Quite an emotional moment. This picture is from a few minutes later.
(Source: JILA)
Their data was indeed consistent with zero and limited it to be smaller than 1.3×10^−28 e cm which, (in conjunction with a similar result from a Yale-Harvard team) killed off a fair number of speculative theories in particle physics.
It’s a promising signal that it is possible to develop these kind of techniques to fight unconscious bias, and also that the social structure and professional standards of physics is strong enough to see that they are implemented (at quite some cost) for particularly important experiments.2 I suspect that it is pointing the way to the future.
My guess is that as the incentives to “massage” results into publication-ready form ratchet up and up, the normal cosy understanding that nice people don’t fake results - either consciously or unconsciously - will be seen as increasingly untenable.
Instead, any field which wishes to continue to be seen as “scientific” will need to implement “blinding” type approaches, alongside their analogous guardrails against more deliberate fraud.3 It will be seen as important as peer review.4
The costs of implementing these may appear high, but looking at the outputs of some fields today, the alternative appears to be growing cynicism amongst practitioners, and the public.
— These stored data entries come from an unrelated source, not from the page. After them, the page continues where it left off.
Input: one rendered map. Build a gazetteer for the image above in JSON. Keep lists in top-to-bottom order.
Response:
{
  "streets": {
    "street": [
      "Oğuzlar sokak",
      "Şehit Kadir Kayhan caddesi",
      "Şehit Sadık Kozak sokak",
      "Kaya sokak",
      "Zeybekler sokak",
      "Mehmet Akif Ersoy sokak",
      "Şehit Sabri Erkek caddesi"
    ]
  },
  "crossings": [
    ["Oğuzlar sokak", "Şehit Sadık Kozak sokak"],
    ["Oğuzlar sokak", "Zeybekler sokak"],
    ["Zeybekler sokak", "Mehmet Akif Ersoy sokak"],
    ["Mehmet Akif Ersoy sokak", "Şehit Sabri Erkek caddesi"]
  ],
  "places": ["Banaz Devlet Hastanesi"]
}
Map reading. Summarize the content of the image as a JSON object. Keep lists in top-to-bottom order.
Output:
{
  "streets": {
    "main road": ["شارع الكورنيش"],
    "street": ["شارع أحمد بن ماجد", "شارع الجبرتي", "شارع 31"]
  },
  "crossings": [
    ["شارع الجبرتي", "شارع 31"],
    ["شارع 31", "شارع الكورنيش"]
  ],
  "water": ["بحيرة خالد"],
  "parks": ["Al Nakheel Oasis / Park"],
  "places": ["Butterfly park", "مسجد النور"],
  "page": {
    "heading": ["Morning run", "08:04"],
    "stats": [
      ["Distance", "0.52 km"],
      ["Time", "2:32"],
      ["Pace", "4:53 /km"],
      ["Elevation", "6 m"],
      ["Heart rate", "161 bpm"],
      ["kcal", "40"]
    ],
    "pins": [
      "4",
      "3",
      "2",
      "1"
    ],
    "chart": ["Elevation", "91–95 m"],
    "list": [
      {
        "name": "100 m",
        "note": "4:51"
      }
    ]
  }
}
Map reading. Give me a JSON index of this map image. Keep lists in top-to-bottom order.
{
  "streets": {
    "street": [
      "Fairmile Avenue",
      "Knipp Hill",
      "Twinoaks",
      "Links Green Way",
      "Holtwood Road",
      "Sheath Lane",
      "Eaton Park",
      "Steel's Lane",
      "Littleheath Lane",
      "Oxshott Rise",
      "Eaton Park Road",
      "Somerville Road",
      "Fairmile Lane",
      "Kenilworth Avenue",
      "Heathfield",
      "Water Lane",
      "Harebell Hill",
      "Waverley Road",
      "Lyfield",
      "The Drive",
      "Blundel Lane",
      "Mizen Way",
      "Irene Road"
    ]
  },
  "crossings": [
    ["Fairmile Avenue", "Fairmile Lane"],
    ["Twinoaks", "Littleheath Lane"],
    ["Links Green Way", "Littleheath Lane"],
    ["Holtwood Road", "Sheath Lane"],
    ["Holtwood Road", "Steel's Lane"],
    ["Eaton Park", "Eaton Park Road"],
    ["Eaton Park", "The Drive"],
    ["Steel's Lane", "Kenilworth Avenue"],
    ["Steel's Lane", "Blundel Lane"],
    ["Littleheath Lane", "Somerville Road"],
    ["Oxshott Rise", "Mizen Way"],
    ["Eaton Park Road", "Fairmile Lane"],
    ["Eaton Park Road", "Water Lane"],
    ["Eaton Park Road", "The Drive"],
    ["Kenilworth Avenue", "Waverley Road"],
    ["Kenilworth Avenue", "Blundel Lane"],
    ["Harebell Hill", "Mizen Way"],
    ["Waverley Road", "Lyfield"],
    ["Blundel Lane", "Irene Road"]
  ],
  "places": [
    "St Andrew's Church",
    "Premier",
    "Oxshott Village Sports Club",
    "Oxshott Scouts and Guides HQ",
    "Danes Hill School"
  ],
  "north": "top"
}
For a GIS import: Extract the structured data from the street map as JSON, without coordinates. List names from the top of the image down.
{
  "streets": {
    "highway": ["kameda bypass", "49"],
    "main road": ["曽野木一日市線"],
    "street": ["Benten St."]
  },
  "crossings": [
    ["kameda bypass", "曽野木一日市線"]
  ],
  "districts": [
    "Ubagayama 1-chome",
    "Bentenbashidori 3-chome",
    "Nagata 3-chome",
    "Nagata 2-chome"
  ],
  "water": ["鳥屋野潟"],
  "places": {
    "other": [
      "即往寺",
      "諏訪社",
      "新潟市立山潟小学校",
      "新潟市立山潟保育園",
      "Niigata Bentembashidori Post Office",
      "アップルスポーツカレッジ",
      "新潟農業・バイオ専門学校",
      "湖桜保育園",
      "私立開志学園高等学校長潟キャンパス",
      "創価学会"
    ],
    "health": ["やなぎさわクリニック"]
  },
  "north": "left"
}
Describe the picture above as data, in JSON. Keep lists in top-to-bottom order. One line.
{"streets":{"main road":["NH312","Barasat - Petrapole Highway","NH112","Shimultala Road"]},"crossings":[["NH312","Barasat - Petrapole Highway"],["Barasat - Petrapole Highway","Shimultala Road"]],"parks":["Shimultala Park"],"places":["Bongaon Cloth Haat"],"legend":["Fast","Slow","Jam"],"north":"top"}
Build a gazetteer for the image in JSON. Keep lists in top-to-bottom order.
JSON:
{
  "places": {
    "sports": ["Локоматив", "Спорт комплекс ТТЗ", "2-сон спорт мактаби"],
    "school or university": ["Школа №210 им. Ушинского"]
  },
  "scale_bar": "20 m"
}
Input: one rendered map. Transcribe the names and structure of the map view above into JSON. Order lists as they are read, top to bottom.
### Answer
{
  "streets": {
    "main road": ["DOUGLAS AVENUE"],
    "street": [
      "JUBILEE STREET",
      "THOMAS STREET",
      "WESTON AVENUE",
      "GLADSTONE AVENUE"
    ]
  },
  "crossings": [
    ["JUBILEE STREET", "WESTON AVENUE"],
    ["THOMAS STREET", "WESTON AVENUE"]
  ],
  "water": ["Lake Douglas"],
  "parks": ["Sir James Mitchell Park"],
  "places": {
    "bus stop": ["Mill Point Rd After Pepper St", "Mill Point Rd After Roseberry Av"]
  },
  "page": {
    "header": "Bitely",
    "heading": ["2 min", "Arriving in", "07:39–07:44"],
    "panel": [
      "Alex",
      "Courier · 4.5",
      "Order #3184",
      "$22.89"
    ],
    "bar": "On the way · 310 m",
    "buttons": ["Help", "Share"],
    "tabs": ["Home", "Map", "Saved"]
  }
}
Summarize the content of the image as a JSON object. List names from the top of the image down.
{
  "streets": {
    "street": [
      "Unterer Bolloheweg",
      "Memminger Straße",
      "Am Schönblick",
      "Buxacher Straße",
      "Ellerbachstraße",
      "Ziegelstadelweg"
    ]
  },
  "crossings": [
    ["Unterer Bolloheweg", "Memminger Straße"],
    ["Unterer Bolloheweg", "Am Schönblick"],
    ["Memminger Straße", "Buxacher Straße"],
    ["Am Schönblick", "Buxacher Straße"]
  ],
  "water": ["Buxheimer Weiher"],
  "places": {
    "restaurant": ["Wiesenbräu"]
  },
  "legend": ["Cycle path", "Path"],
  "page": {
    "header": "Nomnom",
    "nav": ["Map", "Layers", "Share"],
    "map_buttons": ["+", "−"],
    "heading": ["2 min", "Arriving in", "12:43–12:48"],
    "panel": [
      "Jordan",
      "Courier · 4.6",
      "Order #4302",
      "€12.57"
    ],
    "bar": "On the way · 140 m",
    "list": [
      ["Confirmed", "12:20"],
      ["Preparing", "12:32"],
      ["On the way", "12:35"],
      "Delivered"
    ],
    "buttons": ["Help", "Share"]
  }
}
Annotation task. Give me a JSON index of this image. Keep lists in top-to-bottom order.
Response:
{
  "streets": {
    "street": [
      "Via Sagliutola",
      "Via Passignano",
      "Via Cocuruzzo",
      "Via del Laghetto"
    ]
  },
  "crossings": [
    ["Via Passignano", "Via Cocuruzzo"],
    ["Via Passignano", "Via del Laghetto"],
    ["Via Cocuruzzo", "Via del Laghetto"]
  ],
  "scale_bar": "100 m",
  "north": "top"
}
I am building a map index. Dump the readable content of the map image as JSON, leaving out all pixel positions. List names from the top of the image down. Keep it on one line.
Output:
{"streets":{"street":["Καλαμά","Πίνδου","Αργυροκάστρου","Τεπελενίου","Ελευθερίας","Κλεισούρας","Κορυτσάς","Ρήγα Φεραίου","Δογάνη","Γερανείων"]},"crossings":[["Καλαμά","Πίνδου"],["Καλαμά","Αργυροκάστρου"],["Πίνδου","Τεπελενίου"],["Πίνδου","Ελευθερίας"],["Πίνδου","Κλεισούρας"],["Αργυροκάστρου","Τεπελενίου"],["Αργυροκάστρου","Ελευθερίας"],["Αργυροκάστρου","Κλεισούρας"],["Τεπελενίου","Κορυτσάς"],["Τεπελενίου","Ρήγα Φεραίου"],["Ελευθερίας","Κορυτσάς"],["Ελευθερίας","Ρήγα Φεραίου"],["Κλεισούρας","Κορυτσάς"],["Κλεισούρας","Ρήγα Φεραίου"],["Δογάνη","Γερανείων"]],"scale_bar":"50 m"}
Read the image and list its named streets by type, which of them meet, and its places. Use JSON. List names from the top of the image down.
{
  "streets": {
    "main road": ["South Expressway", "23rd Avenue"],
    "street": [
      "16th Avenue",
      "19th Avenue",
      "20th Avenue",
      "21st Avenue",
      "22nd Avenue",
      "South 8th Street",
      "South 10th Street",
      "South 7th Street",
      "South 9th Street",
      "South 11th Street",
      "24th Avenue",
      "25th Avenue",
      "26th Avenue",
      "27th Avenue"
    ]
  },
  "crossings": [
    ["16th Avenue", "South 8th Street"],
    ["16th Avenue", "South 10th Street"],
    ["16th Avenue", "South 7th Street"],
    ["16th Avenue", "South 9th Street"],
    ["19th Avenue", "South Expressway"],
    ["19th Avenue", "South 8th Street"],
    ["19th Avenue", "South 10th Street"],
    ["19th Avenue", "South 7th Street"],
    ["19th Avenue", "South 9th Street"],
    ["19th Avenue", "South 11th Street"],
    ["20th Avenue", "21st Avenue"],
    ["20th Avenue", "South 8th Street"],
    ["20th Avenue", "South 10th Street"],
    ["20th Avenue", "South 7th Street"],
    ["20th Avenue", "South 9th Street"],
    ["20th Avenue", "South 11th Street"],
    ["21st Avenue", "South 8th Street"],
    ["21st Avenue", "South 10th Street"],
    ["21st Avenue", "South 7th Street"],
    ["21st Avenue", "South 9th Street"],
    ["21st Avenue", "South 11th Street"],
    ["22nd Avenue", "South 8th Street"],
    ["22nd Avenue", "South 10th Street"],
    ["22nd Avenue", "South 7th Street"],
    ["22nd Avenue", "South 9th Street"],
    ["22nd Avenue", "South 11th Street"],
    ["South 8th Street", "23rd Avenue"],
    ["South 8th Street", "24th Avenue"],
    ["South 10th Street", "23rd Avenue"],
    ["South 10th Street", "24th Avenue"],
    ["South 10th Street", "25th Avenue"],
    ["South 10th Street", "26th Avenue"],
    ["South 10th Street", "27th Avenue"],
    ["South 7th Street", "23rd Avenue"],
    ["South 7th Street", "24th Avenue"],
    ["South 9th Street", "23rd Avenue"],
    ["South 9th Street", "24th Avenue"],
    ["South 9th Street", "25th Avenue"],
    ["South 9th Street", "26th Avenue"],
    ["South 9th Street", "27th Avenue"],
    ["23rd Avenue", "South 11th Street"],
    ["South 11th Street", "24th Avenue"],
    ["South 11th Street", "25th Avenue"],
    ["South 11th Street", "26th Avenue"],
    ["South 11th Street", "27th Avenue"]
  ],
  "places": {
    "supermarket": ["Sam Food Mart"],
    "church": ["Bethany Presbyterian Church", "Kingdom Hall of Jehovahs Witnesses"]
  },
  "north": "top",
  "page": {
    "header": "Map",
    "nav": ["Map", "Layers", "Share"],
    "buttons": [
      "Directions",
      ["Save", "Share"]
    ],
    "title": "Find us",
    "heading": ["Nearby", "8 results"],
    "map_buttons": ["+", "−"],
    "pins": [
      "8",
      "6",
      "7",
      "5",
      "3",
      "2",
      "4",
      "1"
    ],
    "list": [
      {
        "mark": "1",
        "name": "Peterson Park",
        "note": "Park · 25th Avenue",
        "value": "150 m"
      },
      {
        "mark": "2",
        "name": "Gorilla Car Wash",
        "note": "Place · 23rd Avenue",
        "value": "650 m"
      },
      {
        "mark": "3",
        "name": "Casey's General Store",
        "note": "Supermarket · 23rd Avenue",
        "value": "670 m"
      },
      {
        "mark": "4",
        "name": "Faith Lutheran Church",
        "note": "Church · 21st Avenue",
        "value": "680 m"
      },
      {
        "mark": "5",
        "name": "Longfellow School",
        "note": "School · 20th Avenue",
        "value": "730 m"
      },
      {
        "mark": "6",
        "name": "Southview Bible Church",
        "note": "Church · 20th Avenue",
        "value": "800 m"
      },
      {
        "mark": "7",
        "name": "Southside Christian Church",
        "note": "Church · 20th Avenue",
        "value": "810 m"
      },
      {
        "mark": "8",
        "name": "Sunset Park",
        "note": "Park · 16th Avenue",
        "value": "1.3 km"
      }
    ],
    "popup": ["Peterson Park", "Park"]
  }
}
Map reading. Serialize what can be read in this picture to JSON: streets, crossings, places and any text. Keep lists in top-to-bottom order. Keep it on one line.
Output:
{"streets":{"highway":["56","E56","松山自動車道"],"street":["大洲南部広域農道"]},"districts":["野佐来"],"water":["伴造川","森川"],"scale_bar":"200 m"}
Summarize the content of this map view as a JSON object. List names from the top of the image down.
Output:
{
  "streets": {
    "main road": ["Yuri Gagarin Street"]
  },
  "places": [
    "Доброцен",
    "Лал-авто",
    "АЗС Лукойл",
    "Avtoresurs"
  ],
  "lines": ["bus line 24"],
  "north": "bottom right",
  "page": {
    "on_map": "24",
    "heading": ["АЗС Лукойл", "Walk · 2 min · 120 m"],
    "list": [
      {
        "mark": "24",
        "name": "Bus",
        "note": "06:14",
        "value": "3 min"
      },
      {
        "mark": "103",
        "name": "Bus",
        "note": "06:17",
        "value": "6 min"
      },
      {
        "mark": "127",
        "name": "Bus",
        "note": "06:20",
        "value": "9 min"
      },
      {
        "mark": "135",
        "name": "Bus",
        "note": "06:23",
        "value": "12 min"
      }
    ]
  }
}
We are getting to the point where new results are simply being ignored, at least before extensive replication and checking. And this is rational - in many fields, a Bayesian approach working off past experience will tell you that a new striking result is likely to reflect anything out there in the world, than it is to have been worked into being by a mixture of wishful thinking and outright fabrication. It is not surprising that people act accordingly.
As a result, any reputable journal should now be demanding that some of the weight of these checks and replications will increasingly happen before publication, not after. Behavioural economics in the early 21st Century may find its place as a cautionary tale.
And because that’s what I’ve got the charts for.
In my - speculative - view, such guards against our tendencies to reason like humans, are part of what defines a field as a science, rather than just another field of enquiry. That is, they are part of a “demarcation criterion”.
For example, mandating that psychology experiments have been performed by at least two independent groups, and their results kept separate from one another until each group have analysed and interpreted the results, after which they are published as a joint paper with discussion on any discrepancies.
Or, given that peer review has shown itself utterly incapable of detecting research fraud - cases are caught after publication, not before, it may quickly be seen as more important.
Excellent piece. I’d add only that while your point about error bar size is well taken, in many of these cases the fact that the values are all over (or under)estimates is because of the nature of what’s being measured. To use an astronomical example, no one who ever tried to measure the speed of light underestimated it, as when you’re measuring something fast you’re much more likely to make an error in one direction - the precision of what you’re timing will tend to lead you to overestimate a short interval.